In Mick Farren's latest book, he examines the history and sociological significance of amphetamine and discovers (not too surprisingly) that the use of speed is woven throughout the tapestry of 20th century culture. Invented initially as a bronchodilator at the beginning of the industrial age, it didn't take long before Benzedrine became the fuel of the burgeoning entertainment industry, the assembly line industrial model and the war machines of governments across the globe.
In Farren's inimitable gonzo journalistic style, he reveals the untold history of the one of the most influential forces on human development- how amphetamines were invented, how they found there way into mainstream culture, and how they remained legal while other drugs suffered from political prohibitions. The history of speed, it turns out, is the history of power.

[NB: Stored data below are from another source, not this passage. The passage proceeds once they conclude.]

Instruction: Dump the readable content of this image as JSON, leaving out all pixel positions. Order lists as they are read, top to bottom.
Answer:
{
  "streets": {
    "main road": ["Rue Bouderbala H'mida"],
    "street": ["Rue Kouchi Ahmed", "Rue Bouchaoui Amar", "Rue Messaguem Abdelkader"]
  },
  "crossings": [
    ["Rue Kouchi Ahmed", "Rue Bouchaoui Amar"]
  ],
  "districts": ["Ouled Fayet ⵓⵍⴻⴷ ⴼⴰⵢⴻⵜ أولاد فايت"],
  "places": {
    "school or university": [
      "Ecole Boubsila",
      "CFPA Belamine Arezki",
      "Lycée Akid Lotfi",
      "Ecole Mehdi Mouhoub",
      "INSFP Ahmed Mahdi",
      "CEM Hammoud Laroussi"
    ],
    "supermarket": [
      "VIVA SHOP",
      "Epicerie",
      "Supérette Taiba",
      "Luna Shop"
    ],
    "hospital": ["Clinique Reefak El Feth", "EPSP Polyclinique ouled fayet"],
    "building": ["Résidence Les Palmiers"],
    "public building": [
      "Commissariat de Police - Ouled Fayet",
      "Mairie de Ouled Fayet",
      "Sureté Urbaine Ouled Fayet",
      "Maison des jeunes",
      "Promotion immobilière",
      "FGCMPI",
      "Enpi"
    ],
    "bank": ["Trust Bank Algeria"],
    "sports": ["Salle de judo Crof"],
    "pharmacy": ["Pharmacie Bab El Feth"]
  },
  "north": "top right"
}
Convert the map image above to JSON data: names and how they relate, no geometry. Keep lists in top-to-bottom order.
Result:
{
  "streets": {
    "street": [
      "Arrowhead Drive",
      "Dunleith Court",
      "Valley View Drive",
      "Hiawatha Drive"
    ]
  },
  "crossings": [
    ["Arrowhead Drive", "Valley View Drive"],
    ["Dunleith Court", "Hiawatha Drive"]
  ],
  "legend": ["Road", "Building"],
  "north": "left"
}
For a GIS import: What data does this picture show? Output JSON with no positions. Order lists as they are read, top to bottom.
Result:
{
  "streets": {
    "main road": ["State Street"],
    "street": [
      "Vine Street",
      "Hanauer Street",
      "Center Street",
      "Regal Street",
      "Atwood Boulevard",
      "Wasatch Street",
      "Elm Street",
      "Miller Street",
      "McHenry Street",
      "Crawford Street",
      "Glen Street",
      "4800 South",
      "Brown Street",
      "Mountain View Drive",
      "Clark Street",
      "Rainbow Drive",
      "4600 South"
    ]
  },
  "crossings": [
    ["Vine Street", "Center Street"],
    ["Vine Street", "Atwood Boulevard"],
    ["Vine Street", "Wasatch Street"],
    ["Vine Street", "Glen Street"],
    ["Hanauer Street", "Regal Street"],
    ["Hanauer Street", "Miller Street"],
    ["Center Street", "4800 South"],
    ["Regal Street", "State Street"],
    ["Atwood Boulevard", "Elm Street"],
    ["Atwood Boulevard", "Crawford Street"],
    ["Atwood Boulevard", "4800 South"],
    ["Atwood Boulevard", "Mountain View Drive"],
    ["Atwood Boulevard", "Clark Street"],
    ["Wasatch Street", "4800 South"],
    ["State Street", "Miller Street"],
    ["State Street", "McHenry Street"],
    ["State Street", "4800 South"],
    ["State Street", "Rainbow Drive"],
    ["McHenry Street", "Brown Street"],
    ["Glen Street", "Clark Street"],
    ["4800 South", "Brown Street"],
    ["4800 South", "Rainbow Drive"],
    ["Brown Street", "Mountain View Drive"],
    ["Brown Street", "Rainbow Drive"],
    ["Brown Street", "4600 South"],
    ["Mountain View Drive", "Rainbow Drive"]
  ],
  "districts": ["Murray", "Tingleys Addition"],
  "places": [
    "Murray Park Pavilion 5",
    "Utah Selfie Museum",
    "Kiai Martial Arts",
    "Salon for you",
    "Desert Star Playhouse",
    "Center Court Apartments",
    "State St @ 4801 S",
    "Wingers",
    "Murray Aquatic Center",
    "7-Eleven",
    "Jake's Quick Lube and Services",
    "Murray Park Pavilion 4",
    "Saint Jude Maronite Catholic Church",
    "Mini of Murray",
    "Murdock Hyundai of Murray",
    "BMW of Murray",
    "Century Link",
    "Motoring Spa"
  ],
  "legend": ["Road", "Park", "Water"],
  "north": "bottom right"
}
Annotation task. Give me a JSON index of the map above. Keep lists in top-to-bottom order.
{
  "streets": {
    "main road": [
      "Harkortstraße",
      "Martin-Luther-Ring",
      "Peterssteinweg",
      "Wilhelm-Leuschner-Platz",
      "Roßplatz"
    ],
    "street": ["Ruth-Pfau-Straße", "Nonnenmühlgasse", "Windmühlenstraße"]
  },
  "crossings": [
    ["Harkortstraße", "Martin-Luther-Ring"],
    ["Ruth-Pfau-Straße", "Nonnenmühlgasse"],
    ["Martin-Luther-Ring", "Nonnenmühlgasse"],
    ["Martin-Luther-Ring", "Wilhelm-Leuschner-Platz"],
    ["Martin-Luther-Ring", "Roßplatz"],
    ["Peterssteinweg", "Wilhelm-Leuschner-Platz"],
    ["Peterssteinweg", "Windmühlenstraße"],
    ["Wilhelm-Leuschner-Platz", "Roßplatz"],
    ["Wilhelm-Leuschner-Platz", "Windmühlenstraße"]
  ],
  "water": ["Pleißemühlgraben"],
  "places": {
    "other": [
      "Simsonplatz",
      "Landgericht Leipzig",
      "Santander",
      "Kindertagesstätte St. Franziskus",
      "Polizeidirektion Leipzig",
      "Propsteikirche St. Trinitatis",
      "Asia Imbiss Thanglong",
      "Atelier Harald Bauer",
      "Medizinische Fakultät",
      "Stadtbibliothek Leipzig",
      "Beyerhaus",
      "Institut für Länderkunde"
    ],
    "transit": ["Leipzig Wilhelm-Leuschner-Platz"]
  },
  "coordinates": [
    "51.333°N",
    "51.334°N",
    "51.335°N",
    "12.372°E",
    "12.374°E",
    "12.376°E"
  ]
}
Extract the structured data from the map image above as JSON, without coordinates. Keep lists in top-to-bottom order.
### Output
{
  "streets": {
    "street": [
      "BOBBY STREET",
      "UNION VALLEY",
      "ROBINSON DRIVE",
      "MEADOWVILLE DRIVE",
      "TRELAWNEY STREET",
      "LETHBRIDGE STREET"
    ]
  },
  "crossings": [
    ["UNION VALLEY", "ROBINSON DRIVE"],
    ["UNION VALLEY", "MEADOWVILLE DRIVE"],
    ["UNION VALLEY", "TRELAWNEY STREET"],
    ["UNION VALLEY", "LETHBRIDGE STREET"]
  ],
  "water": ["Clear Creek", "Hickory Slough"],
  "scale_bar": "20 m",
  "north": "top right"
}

In 206 fast-paced pages (the book itself is shaped like a "black beauty") Farren rarely misses a beat and keeps the reader engaged with a mix of historical detail and political intrigue, topped off with an insiders look at the effects of speed on the psychedelic 60's, biker culture and the punk scene. Farren, as the lead singer of "The Deviants" and one of the godfathers of punk rock experienced that story first hand, and tells it with a survivor's sense of humor.
Mick Farren is the author of 23 science fiction novels and 11 non-fiction books, including The Hitchhikers Guide to Elvis, The Black Leather Jacket, and Give the Anarchist a Cigarette (his autobiography).